I pappagalli

ITALIA - 1955
I pappagalli
E' una domenica: al mattino le servette di un caseggiato di Roma si sono fatte da una finestra all'altra le loro confidenze, pregustando la gioia del pomeriggio libero. Più tardi passano tutte sotto l'occhio vigile di Antonio, il portinaio, guardato a vista egli stesso dalla moglie, bigotta e gelosa. Caterina è a servizio presso una signora che la crede bugiarda. Nel corso del pomeriggio compie un atto gentile aiutando una vecchia signora ad attraversare la strada, ingombra per l'intenso traffico, poi aspetta invano il fidanzato, infine ha un battibecco in un giardino pubblico, che si conclude al commissariato. Rientrando a casa in ritardo dirà di essere stata al cinema e la padrona questa volta le crederà. Angela sta presso una signora che ha molti cani, ai quali dedica tutte le sue cure. Angela è triste perché il fidanzato non le ha scritto, e quando apprende da un'amica che il ragazzo ha sposato un'altra, tenta di uccidersi col gas e viene salvata dal portinaio. Un marinaio timido, che ogni domenica viene ad aspettare Fulvia al portone, trova nel portinaio un alleato: col suo appoggio potrà convincere la ragazza a lasciarsi accompagnare al cinema. Nello stesso palazzo abitano due coniugi cinesi: Bepi, che se l'intende con la loro matura domestica, deve ogni domenica litigare col portinaio per poter salire da lei, e questo anche perché ha la mania di rubare.
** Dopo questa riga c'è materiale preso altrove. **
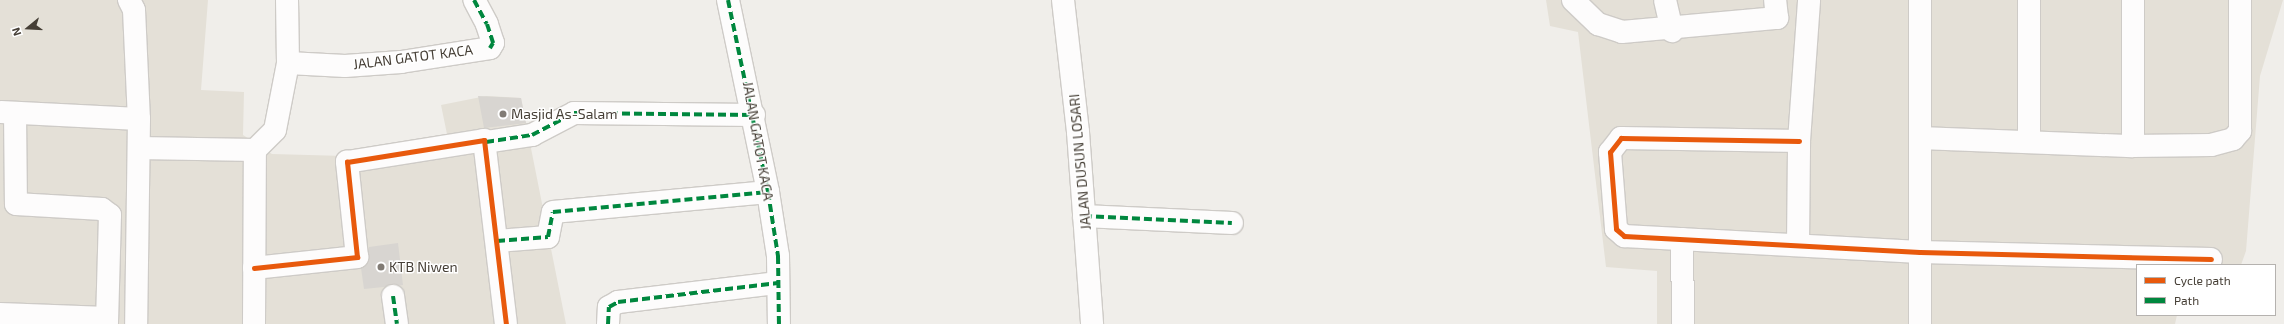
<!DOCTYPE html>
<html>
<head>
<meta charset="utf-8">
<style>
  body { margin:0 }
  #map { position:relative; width:2284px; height:324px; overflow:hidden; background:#f0eeea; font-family:"Exo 2",sans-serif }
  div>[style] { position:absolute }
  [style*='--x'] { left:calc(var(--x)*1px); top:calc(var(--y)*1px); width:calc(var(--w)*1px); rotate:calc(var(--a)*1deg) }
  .residential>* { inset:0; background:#e4e0d7 }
  .building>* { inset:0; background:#d8d5d1 }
  .roads { filter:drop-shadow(1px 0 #cecbc7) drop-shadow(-1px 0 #cecbc7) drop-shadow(0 1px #cecbc7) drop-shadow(0 -1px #cecbc7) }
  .minor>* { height:22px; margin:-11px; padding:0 11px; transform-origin:11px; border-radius:11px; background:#fdfcfc }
  .quiet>* { height:4px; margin-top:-2px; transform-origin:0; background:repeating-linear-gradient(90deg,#00873e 0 8px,transparent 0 12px) }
  .cycleway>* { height:5px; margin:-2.5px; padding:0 2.5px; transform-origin:2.5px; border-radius:2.5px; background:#e8590c }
  .dots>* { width:11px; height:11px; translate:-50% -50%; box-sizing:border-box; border:2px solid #fff; border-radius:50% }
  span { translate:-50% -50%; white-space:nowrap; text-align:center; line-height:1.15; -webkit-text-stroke:3px #fff; paint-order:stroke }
  .street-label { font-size:14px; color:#463f36 }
  .poi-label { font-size:14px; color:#463f36 }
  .left { translate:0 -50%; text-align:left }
  .legend { position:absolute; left:2136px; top:264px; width:140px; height:52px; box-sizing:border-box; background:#fff; border:1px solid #b5b2af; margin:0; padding:5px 7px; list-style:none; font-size:12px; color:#463f36 }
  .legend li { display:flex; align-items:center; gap:8px; height:20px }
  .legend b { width:20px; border:1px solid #b5b2af }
  .north { position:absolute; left:8px; top:8px; width:40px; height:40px; -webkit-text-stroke:3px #fff; paint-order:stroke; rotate:252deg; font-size:11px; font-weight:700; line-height:16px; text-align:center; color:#463f36 }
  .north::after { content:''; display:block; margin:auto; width:14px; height:18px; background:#463f36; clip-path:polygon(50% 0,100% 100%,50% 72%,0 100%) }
</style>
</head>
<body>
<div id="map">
  <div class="residential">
    <i style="clip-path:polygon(0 0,208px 0,201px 90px,244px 92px,243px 135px,272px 154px,345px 156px,448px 139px,441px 105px,486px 96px,521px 98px,566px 324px,0 324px)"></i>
    <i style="clip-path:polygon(1546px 0,2283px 0,2260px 76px,2246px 251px,2241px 265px,2137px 265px,2137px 315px,2177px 315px,2175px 324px,1657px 324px,1657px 271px,1606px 267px,1578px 32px,1550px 26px)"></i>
  </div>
  <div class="building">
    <i style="clip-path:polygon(478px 96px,521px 98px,526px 123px,484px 128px)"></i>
    <i style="clip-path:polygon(398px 243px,403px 285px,364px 289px,361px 268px,369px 262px,369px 247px)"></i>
  </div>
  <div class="roads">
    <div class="minor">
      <i style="--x:129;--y:0;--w:11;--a:63"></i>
      <i style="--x:134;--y:10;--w:109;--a:87.4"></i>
      <i style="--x:139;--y:119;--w:205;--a:90.8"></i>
      <i style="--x:728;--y:0;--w:196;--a:78.2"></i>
      <i style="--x:768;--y:192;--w:65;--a:81.1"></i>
      <i style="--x:778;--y:256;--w:68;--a:89.2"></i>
      <i style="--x:1063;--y:0;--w:133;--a:83.5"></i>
      <i style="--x:1078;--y:132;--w:193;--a:85.8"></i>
      <i style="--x:1573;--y:0;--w:35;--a:44"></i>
      <i style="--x:1598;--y:24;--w:25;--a:18"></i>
      <i style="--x:1622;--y:32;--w:156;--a:-5.2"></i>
      <i style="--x:1777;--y:18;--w:18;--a:-96"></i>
      <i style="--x:1665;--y:0;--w:32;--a:77"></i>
      <i style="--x:2029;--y:0;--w:141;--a:90"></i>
      <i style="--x:288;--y:63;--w:57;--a:3"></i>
      <i style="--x:345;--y:66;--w:56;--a:-4.1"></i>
      <i style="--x:401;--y:62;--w:90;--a:-8.9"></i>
      <i style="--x:490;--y:48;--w:6;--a:-59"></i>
      <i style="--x:493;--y:43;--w:20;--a:-108"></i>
      <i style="--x:487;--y:24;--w:27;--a:-118"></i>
      <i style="--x:1;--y:112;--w:138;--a:2.9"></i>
      <i style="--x:15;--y:113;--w:91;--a:89.4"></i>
      <i style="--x:16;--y:204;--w:86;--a:3.3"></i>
      <i style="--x:102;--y:209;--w:10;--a:37"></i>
      <i style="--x:110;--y:215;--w:109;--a:91.6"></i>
      <i style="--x:1920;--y:138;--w:213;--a:2.2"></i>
      <i style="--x:2133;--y:146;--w:78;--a:-0.7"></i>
      <i style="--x:2211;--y:145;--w:23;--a:-15"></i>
      <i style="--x:2233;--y:139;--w:11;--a:-49"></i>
      <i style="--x:2240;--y:131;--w:131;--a:-90"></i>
      <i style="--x:1799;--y:141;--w:178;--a:-179"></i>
      <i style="--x:1621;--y:138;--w:18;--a:128"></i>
      <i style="--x:1610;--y:152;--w:77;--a:85.5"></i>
      <i style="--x:1616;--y:229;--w:11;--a:41"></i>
      <i style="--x:1624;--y:236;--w:296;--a:3.1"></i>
      <i style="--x:1920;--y:252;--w:291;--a:1.4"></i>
      <i style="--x:486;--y:142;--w:47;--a:-8.7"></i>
      <i style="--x:532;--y:135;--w:47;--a:-27.6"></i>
      <i style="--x:574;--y:113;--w:180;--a:0.6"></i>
      <i style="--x:2133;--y:146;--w:146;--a:-90"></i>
      <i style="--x:139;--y:148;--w:116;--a:1"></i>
      <i style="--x:1084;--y:216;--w:148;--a:2.7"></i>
      <i style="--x:1682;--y:239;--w:85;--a:89.3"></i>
      <i style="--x:497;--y:241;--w:51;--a:-4.5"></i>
      <i style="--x:548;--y:237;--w:25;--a:-79"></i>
      <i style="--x:553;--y:212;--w:216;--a:-5.3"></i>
      <i style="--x:1798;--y:244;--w:103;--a:-89.4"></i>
      <i style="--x:1799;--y:141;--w:141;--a:-85.9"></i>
      <i style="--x:254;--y:268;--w:104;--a:-6.1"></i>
      <i style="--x:357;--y:257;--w:96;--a:-96"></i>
      <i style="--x:347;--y:162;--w:139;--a:-9.1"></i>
      <i style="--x:484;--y:140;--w:185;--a:83.2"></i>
      <i style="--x:393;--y:296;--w:28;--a:82"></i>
      <i style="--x:0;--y:314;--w:107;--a:2.1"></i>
      <i style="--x:254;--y:324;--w:174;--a:-89.7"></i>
      <i style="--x:255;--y:150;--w:28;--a:-45"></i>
      <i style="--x:275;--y:130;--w:68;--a:-79"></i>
      <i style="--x:288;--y:63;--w:63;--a:-90.9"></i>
      <i style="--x:608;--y:324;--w:17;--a:-87"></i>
      <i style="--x:609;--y:307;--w:10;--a:-29"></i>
      <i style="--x:618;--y:302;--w:161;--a:-6.8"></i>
      <i style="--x:1920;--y:324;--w:324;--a:-90"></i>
    </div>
  </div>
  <div class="quiet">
    <i style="--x:474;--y:0;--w:27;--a:62"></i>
    <i style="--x:487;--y:24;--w:20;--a:72"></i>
    <i style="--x:493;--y:43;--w:6;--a:121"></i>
    <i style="--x:728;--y:0;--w:196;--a:78.2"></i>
    <i style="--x:768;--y:192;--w:65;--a:81.1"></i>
    <i style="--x:778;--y:256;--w:68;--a:89.2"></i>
    <i style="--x:486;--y:142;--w:47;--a:-8.7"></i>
    <i style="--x:532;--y:135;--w:47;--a:-27.6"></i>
    <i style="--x:574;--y:113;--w:180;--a:0.6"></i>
    <i style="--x:1084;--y:216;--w:148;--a:2.7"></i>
    <i style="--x:497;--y:241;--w:51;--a:-4.5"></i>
    <i style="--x:548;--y:237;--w:25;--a:-79"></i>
    <i style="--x:553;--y:212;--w:216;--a:-5.3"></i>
    <i style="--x:393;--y:296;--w:28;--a:82"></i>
    <i style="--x:608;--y:324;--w:17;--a:-87"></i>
    <i style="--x:609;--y:307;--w:10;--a:-29"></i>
    <i style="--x:618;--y:302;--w:161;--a:-6.8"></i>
  </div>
  <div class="cycleway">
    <i style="--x:1799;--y:141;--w:178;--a:-179"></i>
    <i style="--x:1621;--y:138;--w:18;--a:128"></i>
    <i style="--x:1610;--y:152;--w:77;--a:85.5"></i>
    <i style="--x:1616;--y:229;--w:11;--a:41"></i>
    <i style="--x:1624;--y:236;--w:296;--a:3.1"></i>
    <i style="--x:1920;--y:252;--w:291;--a:1.4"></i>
    <i style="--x:254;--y:268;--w:104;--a:-6.1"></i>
    <i style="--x:357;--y:257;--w:96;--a:-96"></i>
    <i style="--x:347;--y:162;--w:139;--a:-9.1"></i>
    <i style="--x:484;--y:140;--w:185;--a:83.2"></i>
  </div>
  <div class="dots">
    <i style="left:503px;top:114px;background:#827c75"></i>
    <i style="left:381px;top:267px;background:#827c75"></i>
  </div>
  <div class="street-label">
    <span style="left:413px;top:57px;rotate:-7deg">JALAN GATOT KACA</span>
    <span style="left:758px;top:141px;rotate:80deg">JALAN GATOT KACA</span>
    <span style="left:1080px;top:162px;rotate:-95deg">JALAN DUSUN LOSARI</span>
  </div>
  <div class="poi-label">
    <span class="left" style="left:511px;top:114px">Masjid As-Salam</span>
    <span class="left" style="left:389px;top:267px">KTB Niwen</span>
  </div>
  <ul class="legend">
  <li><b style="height:5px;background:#e8590c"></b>Cycle path</li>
  <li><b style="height:5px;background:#00873e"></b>Path</li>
  </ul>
  <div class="north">N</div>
</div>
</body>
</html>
La domestica, che vuole imitare i suoi padroni e i loro gusti, lo porta prima ad una mostra d'arte astratta, poi a un concerto, dove Bepi fa suonare involontariamente un carillon che ha appena rubato, poi preso dal singhiozzo è costretto ad uscire. Sarà felice quando potrà andare con gli amici in una bettola a raccontarsi barzellette sconce. Il dottor Tanzi lascia uscire da sola la moglie per potersi intrattenere con Giulietta, la domestica, benché lei abbia il fidanzato che l'aspetta al portone. Il dottore fa qualche regalo e molte promesse e, ottenuto quel che desiderava, decide con la moglie di mandarla via. La sera, quando si chiude il portone, si sentono le ultime confidenze delle servette.
  • Altri titoli:
    Alberto e i pappagalli
    La ragazza della domenica
  • Durata: 95'
  • Colore: B/N
  • Genere: COMMEDIA
  • Tratto da: racconto omonimo di Bruno Paolinelli
  • Produzione: ARMANDO CATALDI PER VULCANIA FILM
  • Distribuzione: DIANA CIN.CA - FONIT CETRA VIDEO
  • Riedizione 1961 con il titolo "Alberto e i pappagalli"

CRITICA

"E' certo che il primo titolo di questo film ('La ragazza della domenica') meglio si adattava al soggetto che tratta delle avventure e disavventure incontrate dalle servette di un palazzo nel loro giorno di libertà (...). Comunque 'I pappagalli' appare fatto benino e depone favorevolmente sulle future prove del nuovo regista Paolinelli". (Alberto Albertazzi, "Intermezzo", 3/4, 29 febbraio 1956).